# To do
The full set of entries below should be transcribed exactly.

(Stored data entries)

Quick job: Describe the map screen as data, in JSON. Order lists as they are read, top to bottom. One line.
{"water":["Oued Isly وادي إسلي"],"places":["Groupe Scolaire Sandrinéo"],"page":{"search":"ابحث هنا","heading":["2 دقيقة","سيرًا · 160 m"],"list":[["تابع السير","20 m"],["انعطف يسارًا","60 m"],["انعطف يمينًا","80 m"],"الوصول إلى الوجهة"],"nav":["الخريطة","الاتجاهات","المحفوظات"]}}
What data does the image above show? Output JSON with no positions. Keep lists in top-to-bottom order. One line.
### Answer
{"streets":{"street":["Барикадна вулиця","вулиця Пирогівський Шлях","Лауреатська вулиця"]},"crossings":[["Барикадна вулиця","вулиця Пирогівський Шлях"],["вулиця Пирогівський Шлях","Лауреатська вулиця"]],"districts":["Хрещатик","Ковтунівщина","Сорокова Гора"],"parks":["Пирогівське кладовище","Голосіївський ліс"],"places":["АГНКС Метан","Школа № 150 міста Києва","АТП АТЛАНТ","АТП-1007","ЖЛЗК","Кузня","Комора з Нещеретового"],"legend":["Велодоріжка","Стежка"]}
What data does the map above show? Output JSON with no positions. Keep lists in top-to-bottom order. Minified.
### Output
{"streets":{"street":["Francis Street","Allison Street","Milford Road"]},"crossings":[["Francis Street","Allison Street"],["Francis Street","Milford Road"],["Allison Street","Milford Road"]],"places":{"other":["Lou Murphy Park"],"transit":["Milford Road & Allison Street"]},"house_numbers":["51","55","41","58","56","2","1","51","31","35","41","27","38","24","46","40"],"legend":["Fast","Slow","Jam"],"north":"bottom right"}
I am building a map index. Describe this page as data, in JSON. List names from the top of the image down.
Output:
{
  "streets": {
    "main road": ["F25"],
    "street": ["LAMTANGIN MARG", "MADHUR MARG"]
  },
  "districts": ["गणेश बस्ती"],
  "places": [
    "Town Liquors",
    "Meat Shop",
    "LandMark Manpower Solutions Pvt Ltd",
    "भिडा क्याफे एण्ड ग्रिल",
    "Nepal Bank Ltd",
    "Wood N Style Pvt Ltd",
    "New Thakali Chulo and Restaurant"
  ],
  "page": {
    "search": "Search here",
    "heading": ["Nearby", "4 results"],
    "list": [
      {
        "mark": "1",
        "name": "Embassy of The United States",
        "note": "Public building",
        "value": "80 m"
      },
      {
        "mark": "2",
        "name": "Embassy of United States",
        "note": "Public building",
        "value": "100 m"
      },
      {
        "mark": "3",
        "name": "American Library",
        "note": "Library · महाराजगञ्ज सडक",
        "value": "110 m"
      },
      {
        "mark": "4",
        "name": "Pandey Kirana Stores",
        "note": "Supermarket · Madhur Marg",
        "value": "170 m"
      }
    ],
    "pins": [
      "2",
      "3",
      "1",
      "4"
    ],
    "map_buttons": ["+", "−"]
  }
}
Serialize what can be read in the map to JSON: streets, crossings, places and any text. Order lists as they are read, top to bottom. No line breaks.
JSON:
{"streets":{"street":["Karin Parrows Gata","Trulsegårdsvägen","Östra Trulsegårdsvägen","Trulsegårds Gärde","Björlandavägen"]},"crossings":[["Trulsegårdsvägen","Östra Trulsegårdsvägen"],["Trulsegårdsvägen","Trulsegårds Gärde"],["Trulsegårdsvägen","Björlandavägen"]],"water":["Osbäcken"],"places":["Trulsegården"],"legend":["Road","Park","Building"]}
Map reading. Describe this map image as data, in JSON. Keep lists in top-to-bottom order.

# Solution to the exercise
Quick job: Describe the map screen as data, in JSON. Order lists as they are read, top to bottom. One line.
{"water":["Oued Isly وادي إسلي"],"places":["Groupe Scolaire Sandrinéo"],"page":{"search":"ابحث هنا","heading":["2 دقيقة","سيرًا · 160 m"],"list":[["تابع السير","20 m"],["انعطف يسارًا","60 m"],["انعطف يمينًا","80 m"],"الوصول إلى الوجهة"],"nav":["الخريطة","الاتجاهات","المحفوظات"]}}
What data does the image above show? Output JSON with no positions. Keep lists in top-to-bottom order. One line.
### Answer
{"streets":{"street":["Барикадна вулиця","вулиця Пирогівський Шлях","Лауреатська вулиця"]},"crossings":[["Барикадна вулиця","вулиця Пирогівський Шлях"],["вулиця Пирогівський Шлях","Лауреатська вулиця"]],"districts":["Хрещатик","Ковтунівщина","Сорокова Гора"],"parks":["Пирогівське кладовище","Голосіївський ліс"],"places":["АГНКС Метан","Школа № 150 міста Києва","АТП АТЛАНТ","АТП-1007","ЖЛЗК","Кузня","Комора з Нещеретового"],"legend":["Велодоріжка","Стежка"]}
What data does the map above show? Output JSON with no positions. Keep lists in top-to-bottom order. Minified.
### Output
{"streets":{"street":["Francis Street","Allison Street","Milford Road"]},"crossings":[["Francis Street","Allison Street"],["Francis Street","Milford Road"],["Allison Street","Milford Road"]],"places":{"other":["Lou Murphy Park"],"transit":["Milford Road & Allison Street"]},"house_numbers":["51","55","41","58","56","2","1","51","31","35","41","27","38","24","46","40"],"legend":["Fast","Slow","Jam"],"north":"bottom right"}
I am building a map index. Describe this page as data, in JSON. List names from the top of the image down.
Output:
{
  "streets": {
    "main road": ["F25"],
    "street": ["LAMTANGIN MARG", "MADHUR MARG"]
  },
  "districts": ["गणेश बस्ती"],
  "places": [
    "Town Liquors",
    "Meat Shop",
    "LandMark Manpower Solutions Pvt Ltd",
    "भिडा क्याफे एण्ड ग्रिल",
    "Nepal Bank Ltd",
    "Wood N Style Pvt Ltd",
    "New Thakali Chulo and Restaurant"
  ],
  "page": {
    "search": "Search here",
    "heading": ["Nearby", "4 results"],
    "list": [
      {
        "mark": "1",
        "name": "Embassy of The United States",
        "note": "Public building",
        "value": "80 m"
      },
      {
        "mark": "2",
        "name": "Embassy of United States",
        "note": "Public building",
        "value": "100 m"
      },
      {
        "mark": "3",
        "name": "American Library",
        "note": "Library · महाराजगञ्ज सडक",
        "value": "110 m"
      },
      {
        "mark": "4",
        "name": "Pandey Kirana Stores",
        "note": "Supermarket · Madhur Marg",
        "value": "170 m"
      }
    ],
    "pins": [
      "2",
      "3",
      "1",
      "4"
    ],
    "map_buttons": ["+", "−"]
  }
}
Serialize what can be read in the map to JSON: streets, crossings, places and any text. Order lists as they are read, top to bottom. No line breaks.
JSON:
{"streets":{"street":["Karin Parrows Gata","Trulsegårdsvägen","Östra Trulsegårdsvägen","Trulsegårds Gärde","Björlandavägen"]},"crossings":[["Trulsegårdsvägen","Östra Trulsegårdsvägen"],["Trulsegårdsvägen","Trulsegårds Gärde"],["Trulsegårdsvägen","Björlandavägen"]],"water":["Osbäcken"],"places":["Trulsegården"],"legend":["Road","Park","Building"]}
Map reading. Describe this map image as data, in JSON. Keep lists in top-to-bottom order.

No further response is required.